An executive with Cagiva, his family’s metalworking company, Mr. Castiglioni had a passion for fast, beautiful bikes that he expressed in a frenzy of acquisitions, beginning in the late 1970s. One by one he bought prestigious but struggling brands like Ducati, Husqvarna and Moto Morini, transforming Cagiva into the world’s fifth-largest manufacturer of motorcycles by the late 1980s.

In 1991, Cagiva acquired the MV Agusta trademark. The company, an offshoot of the aviation company founded in 1923 by Count Giovanni Agusta, carried enormous prestige as the winner of dozens of world racing titles, including 17 straight GP (500 cc) titles, but it had dropped out of racing and stopped manufacturing motorcycles by the 1980s.

Once in possession of his new companies, Mr.
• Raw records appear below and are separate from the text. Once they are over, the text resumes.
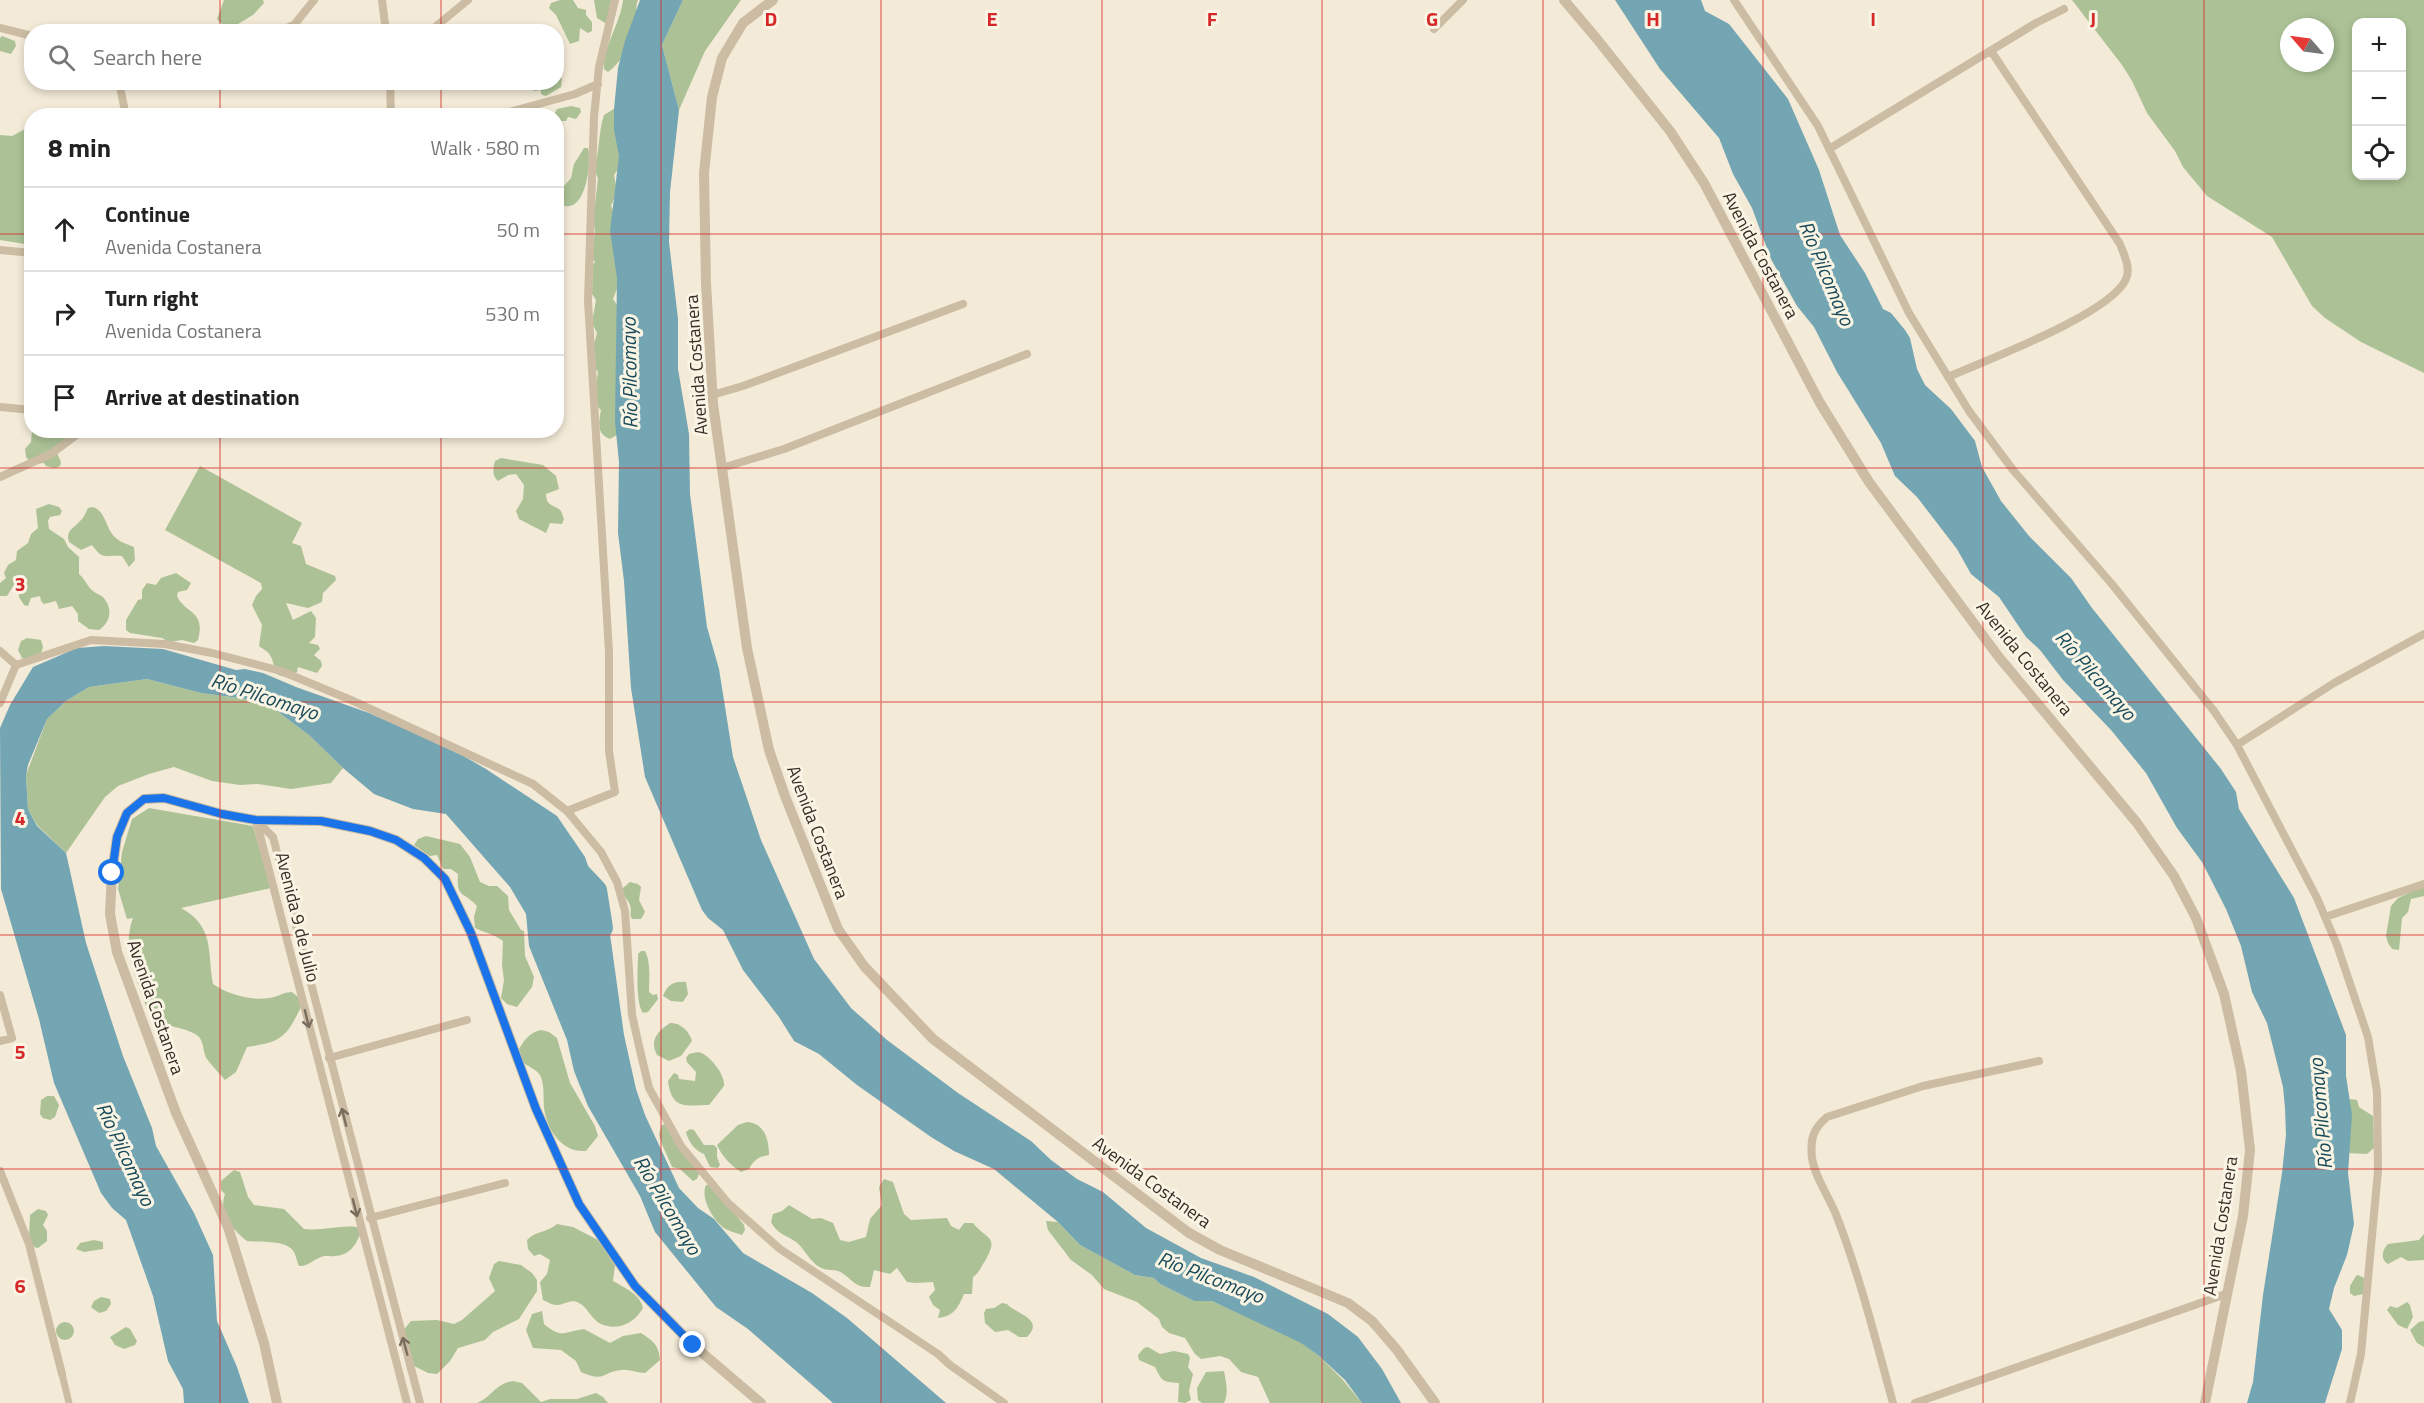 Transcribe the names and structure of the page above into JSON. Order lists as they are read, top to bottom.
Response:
{
  "streets": {
    "street": ["Avenida Costanera", "Avenida 9 de Julio"]
  },
  "crossings": [
    ["Avenida Costanera", "Avenida 9 de Julio"]
  ],
  "water": ["Río Pilcomayo"],
  "north": "top left",
  "page": {
    "map_buttons": ["+", "−"],
    "search": "Search here",
    "heading": ["8 min", "Walk · 580 m"],
    "list": [
      ["Continue", "Avenida Costanera", "50 m"],
      ["Turn right", "Avenida Costanera", "530 m"],
      "Arrive at destination"
    ]
  },
  "grid": {
    "columns": [
      "D",
      "E",
      "F",
      "G",
      "H",
      "I",
      "J"
    ],
    "rows": [
      "3",
      "4",
      "5",
      "6"
    ]
  }
} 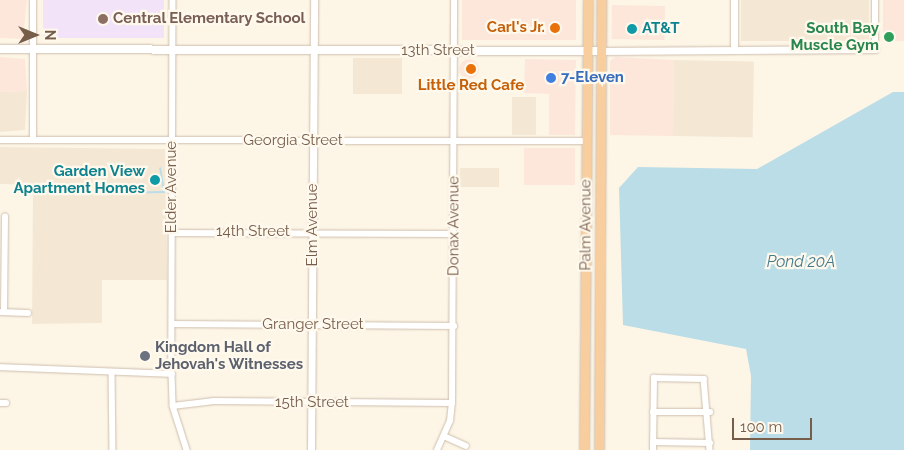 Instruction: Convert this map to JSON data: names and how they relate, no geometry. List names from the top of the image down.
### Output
{
  "streets": {
    "highway": ["Palm Avenue"],
    "main road": ["13th Street"],
    "street": [
      "Georgia Street",
      "Elder Avenue",
      "Elm Avenue",
      "Donax Avenue",
      "14th Street",
      "Granger Street",
      "15th Street"
    ]
  },
  "crossings": [
    ["13th Street", "Elder Avenue"],
    ["13th Street", "Elm Avenue"],
    ["13th Street", "Palm Avenue"],
    ["13th Street", "Donax Avenue"],
    ["Georgia Street", "Elder Avenue"],
    ["Georgia Street", "Elm Avenue"],
    ["Georgia Street", "Palm Avenue"],
    ["Georgia Street", "Donax Avenue"],
    ["Elder Avenue", "14th Street"],
    ["Elder Avenue", "Granger Street"],
    ["Elder Avenue", "15th Street"],
    ["Elm Avenue", "14th Street"],
    ["Elm Avenue", "Granger Street"],
    ["Elm Avenue", "15th Street"],
    ["Donax Avenue", "14th Street"],
    ["Donax Avenue", "Granger Street"],
    ["Donax Avenue", "15th Street"]
  ],
  "water": ["Pond 20A"],
  "places": [
    "Central Elementary School",
    "Carl's Jr.",
    "AT&T",
    "South Bay Muscle Gym",
    "Little Red Cafe",
    "7-Eleven",
    "Garden View Apartment Homes",
    "Kingdom Hall of Jehovah's Witnesses"
  ],
  "scale_bar": "100 m",
  "north": "right"
} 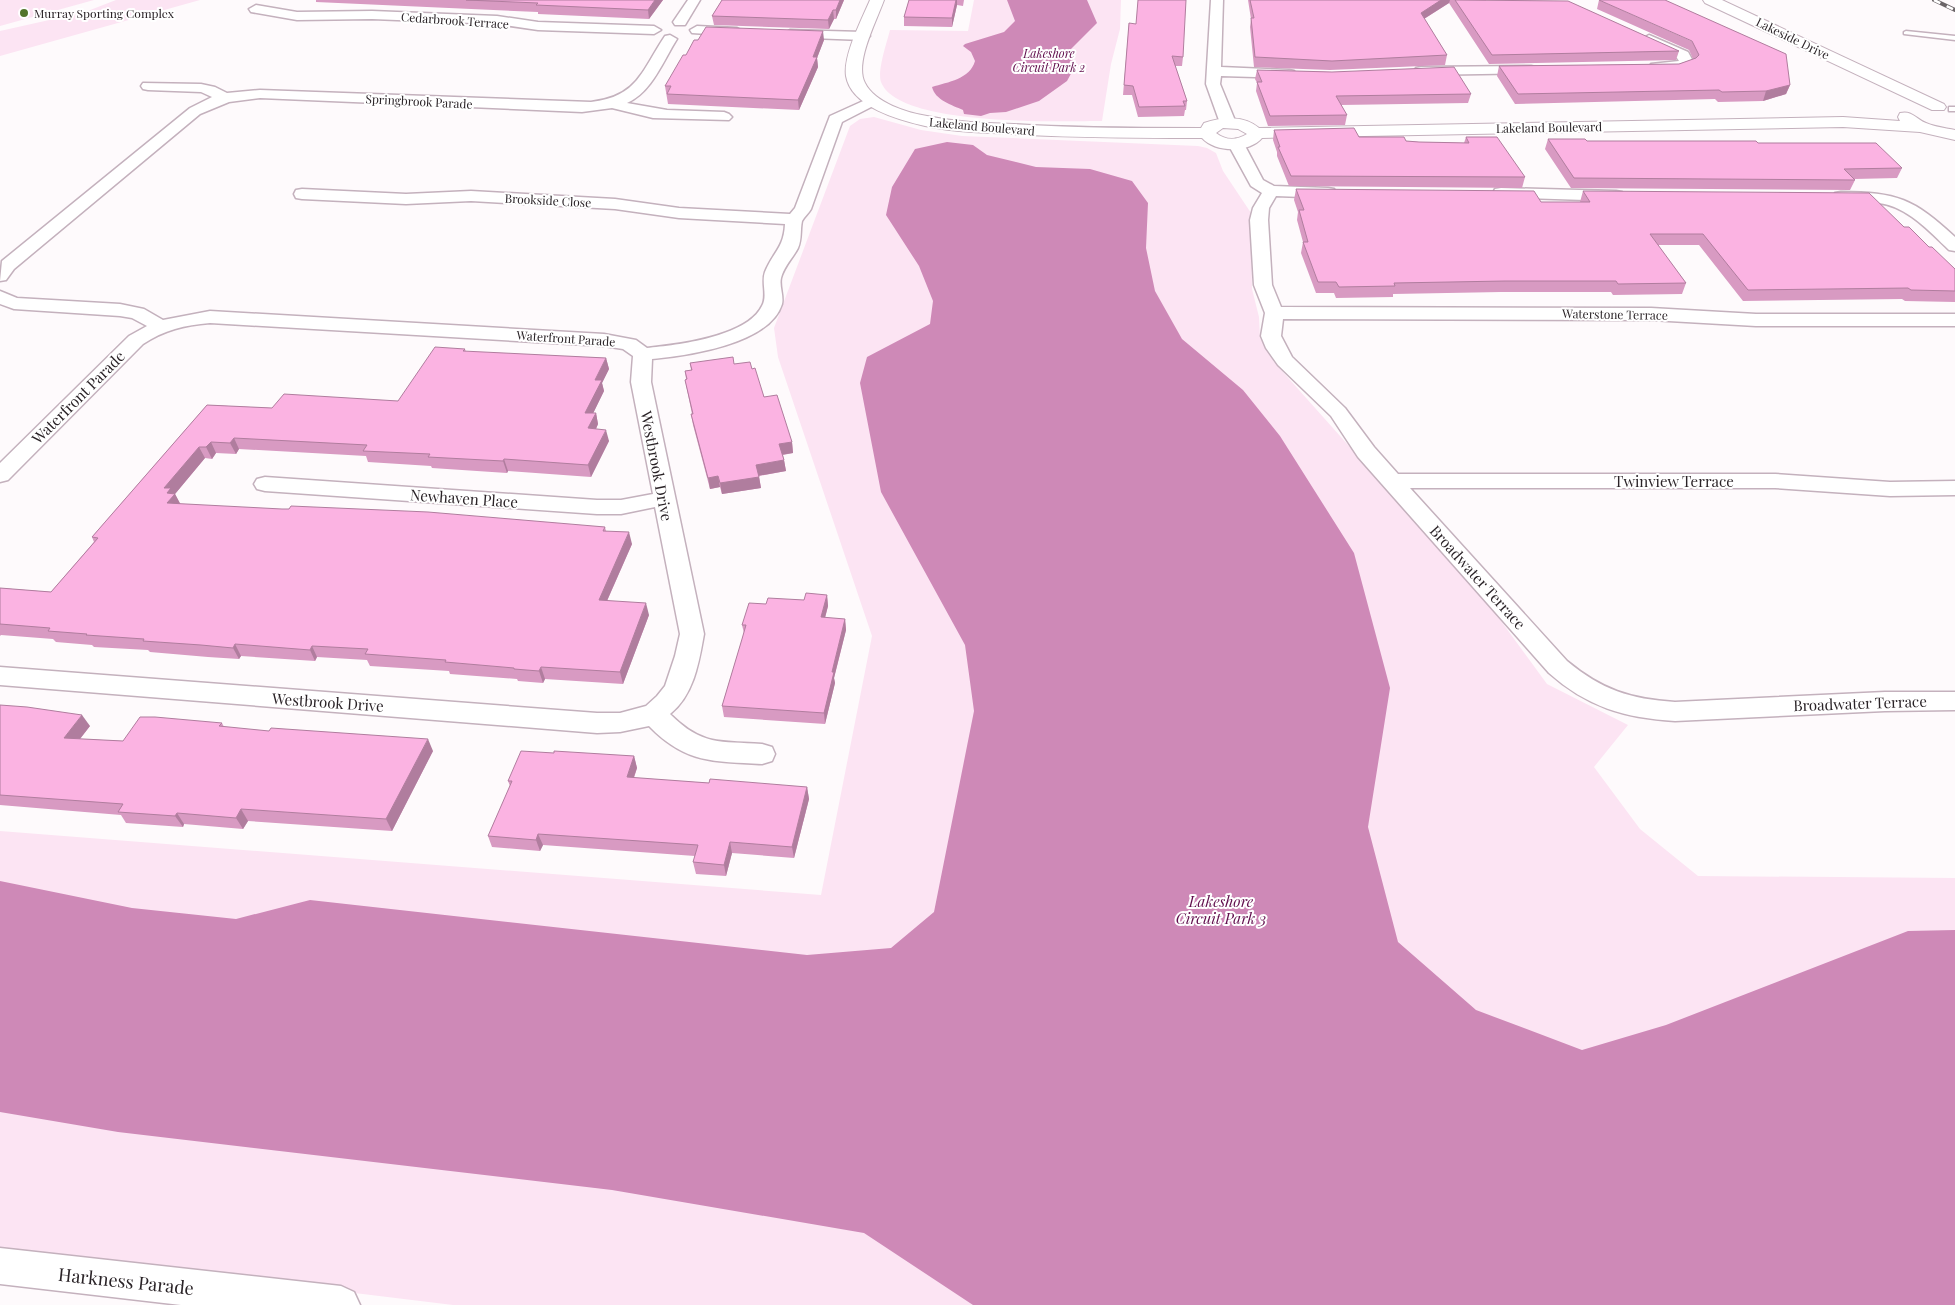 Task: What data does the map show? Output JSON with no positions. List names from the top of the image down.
{
  "streets": {
    "street": [
      "Cedarbrook Terrace",
      "Lakeside Drive",
      "Springbrook Parade",
      "Lakeland Boulevard",
      "Brookside Close",
      "Waterstone Terrace",
      "Waterfront Parade",
      "Westbrook Drive",
      "Twinview Terrace",
      "Newhaven Place",
      "Broadwater Terrace",
      "Harkness Parade"
    ]
  },
  "crossings": [
    ["Lakeside Drive", "Lakeland Boulevard"],
    ["Waterstone Terrace", "Broadwater Terrace"],
    ["Waterfront Parade", "Westbrook Drive"],
    ["Westbrook Drive", "Newhaven Place"],
    ["Twinview Terrace", "Broadwater Terrace"]
  ],
  "parks": ["Lakeshore Circuit Park 2", "Lakeshore Circuit Park 3"],
  "places": ["Murray Sporting Complex"]
}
Castiglioni challenged some of Italy’s foremost designers to develop stylish motorcycles that could win the hearts of consumers by proving themselves on the international racing circuit.

Cagiva’s 650 cc Elefant won the Paris-Dakar rally twice, in 1990 and 1994. After acquiring Ducati from the Italian government in 1985, Mr. Castiglioni oversaw the development of the 851 and 916 models, which dominated the World Superbike Championships for years.

The motorcycles caught the public’s fancy with their styling as well as their performance. The Ducati 916 and the MV Agusta F4 were both included in “The Art of the Motorcycle,” an exhibition at the Guggenheim Museum in 1998.

Claudio Castiglioni was born in Varese, where his father, Giovanni, founded Cagiva, a metalworking company whose name fused the first two letters of Castiglioni, Giovanni and Varese. The company produced a wide variety of small metal parts and fittings.

In the late 1970s, Mr. Castiglioni and his older brother, Gianfranco, began producing and racing motorcycles, a diversification that picked up speed when the company acquired a Harley-Davidson plant in Schiranna, near Varese, and began manufacturing street motorcycles with two-stroke engines between 125 cc and 350 cc. In 1983, using Ducati engines, it began producing motorcycles with four-stroke engines between 350 cc and 1,000 cc.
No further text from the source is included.